> Exercise
Find the string "frame" in the entries and copy each line that has it.

(Dataset entries)

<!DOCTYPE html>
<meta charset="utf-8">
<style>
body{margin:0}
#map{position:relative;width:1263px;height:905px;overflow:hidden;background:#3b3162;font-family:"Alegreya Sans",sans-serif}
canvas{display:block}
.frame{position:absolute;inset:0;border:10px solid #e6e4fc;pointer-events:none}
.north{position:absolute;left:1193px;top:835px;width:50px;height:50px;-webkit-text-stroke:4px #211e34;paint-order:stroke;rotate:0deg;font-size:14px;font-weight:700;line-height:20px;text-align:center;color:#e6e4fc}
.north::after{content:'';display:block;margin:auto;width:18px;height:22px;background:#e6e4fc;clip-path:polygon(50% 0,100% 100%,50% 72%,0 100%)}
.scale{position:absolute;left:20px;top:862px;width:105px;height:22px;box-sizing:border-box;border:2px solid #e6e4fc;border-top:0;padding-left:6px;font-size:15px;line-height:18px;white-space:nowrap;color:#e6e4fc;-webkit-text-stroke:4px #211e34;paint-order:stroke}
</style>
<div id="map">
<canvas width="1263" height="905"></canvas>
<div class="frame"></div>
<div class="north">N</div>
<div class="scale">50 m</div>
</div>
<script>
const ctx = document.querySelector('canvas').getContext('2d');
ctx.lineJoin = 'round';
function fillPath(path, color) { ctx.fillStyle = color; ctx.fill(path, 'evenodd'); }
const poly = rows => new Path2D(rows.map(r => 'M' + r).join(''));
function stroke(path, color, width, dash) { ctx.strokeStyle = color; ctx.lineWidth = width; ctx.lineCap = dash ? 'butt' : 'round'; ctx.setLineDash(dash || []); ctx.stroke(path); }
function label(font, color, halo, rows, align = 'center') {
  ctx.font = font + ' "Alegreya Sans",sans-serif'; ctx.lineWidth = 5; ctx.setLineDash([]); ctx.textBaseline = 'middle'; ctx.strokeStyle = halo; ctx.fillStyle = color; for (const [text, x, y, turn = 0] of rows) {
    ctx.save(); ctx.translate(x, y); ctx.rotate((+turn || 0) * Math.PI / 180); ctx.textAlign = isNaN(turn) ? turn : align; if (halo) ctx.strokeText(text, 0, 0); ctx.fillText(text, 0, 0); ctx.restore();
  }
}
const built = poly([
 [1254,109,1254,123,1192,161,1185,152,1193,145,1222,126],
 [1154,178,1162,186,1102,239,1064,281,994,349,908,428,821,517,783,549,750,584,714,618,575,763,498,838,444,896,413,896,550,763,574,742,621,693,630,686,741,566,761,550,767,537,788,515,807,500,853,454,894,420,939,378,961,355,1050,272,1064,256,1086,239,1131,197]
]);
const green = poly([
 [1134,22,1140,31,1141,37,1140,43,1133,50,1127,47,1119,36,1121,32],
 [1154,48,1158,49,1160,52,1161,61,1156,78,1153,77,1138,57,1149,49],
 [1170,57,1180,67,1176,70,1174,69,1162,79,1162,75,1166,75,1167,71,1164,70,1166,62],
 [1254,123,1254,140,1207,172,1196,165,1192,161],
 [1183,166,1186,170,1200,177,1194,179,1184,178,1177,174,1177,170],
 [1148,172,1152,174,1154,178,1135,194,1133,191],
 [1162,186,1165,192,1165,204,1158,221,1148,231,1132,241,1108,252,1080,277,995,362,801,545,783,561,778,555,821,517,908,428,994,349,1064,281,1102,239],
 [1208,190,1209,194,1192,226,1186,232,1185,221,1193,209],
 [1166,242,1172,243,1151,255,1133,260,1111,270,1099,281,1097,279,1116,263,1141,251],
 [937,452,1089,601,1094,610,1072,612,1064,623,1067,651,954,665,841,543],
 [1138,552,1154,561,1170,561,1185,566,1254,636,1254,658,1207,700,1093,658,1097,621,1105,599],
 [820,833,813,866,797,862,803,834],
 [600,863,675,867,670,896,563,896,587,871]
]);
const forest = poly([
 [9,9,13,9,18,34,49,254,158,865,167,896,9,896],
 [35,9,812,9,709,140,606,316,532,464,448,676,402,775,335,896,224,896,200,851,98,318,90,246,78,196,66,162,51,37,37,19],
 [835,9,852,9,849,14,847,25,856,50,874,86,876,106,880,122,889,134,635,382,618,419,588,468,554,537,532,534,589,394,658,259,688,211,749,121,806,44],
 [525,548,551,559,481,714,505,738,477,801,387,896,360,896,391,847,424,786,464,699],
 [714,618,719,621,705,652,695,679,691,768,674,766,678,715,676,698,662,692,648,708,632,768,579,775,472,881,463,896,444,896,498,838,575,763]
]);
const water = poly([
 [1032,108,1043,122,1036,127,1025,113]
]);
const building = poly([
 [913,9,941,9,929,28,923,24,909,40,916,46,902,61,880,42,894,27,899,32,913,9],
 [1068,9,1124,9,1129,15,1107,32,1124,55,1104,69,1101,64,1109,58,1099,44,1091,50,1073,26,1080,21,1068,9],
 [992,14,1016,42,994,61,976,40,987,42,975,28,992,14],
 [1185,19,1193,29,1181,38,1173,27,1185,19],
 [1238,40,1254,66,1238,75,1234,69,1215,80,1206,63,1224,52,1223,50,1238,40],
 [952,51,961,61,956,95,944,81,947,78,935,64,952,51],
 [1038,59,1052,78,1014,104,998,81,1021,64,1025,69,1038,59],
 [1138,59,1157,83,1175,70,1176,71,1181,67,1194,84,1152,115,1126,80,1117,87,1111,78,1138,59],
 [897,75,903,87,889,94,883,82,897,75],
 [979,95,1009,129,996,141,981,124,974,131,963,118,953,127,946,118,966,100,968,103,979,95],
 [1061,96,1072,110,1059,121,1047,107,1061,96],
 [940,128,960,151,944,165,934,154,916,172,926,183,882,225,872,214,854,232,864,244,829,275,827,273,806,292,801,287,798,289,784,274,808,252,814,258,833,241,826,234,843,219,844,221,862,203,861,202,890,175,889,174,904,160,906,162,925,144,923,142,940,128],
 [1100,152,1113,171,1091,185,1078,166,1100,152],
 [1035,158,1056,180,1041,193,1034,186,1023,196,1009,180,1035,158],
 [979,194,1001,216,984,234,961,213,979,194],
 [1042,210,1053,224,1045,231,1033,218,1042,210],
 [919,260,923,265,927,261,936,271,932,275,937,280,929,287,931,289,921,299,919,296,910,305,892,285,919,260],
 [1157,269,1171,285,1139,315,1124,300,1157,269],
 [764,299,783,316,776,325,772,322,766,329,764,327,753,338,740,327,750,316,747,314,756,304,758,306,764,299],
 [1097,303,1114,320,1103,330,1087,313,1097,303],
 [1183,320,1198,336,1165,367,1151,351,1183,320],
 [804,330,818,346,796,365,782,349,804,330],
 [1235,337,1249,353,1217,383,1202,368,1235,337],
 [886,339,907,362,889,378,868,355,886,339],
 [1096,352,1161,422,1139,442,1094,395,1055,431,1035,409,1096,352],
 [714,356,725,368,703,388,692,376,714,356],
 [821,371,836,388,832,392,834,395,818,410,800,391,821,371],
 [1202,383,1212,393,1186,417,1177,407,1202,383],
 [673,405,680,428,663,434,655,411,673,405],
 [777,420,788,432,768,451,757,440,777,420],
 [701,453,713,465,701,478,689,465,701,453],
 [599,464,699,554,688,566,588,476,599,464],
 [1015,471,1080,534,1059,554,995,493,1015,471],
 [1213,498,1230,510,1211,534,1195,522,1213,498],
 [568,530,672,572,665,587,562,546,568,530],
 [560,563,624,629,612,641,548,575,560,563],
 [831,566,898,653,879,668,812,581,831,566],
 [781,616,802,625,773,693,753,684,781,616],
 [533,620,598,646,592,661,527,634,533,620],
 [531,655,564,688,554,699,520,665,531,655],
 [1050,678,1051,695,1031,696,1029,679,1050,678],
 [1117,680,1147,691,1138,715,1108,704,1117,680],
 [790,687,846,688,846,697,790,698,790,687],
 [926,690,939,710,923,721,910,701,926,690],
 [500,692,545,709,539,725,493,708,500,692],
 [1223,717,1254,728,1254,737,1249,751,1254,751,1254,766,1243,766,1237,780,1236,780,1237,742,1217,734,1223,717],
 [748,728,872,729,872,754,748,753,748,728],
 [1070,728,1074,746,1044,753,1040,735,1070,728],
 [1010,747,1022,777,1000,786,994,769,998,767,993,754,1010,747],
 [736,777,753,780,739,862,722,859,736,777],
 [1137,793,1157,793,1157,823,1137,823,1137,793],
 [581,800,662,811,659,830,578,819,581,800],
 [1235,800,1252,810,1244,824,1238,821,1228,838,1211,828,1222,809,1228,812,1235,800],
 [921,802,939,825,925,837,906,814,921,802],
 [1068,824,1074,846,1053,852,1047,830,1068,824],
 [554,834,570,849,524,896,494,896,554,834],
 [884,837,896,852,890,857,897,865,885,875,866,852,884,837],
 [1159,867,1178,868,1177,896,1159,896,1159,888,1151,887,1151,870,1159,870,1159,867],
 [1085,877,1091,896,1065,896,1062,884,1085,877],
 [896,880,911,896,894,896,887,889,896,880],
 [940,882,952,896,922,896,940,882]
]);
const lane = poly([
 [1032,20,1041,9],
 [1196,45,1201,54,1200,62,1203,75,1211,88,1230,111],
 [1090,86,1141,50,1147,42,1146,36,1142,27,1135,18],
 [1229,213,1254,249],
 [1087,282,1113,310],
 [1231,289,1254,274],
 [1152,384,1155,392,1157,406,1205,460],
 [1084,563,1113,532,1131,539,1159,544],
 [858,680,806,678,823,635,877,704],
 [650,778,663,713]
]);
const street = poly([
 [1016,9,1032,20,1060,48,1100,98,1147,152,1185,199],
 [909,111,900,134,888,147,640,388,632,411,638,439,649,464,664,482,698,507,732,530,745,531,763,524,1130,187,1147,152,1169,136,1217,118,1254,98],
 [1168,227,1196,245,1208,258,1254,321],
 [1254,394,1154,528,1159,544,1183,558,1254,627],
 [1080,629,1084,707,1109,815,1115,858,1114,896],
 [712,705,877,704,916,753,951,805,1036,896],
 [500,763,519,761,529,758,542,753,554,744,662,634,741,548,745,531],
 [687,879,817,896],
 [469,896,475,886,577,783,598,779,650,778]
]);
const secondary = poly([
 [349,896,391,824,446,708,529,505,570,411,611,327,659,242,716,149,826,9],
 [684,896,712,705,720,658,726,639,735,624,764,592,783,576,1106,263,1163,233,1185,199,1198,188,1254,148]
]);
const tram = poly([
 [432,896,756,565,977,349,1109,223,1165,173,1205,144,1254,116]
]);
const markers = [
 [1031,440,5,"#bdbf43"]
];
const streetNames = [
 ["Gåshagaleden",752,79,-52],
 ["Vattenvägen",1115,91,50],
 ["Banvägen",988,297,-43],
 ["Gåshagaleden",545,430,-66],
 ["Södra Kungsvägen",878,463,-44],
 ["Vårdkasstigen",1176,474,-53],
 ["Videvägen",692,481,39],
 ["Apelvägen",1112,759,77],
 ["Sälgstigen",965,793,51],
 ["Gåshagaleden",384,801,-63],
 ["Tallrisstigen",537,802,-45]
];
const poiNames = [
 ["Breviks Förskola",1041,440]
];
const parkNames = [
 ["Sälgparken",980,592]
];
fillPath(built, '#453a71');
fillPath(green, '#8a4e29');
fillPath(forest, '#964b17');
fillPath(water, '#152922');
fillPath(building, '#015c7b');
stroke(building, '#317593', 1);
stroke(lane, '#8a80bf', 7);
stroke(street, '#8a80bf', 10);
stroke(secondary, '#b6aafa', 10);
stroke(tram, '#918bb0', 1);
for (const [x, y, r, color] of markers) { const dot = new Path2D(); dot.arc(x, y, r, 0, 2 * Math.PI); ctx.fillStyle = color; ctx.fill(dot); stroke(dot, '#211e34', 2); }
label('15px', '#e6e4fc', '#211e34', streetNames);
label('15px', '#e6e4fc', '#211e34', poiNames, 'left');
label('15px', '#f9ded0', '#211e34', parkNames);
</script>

> Task response
.frame{position:absolute;inset:0;border:10px solid #e6e4fc;pointer-events:none}
<div class="frame"></div>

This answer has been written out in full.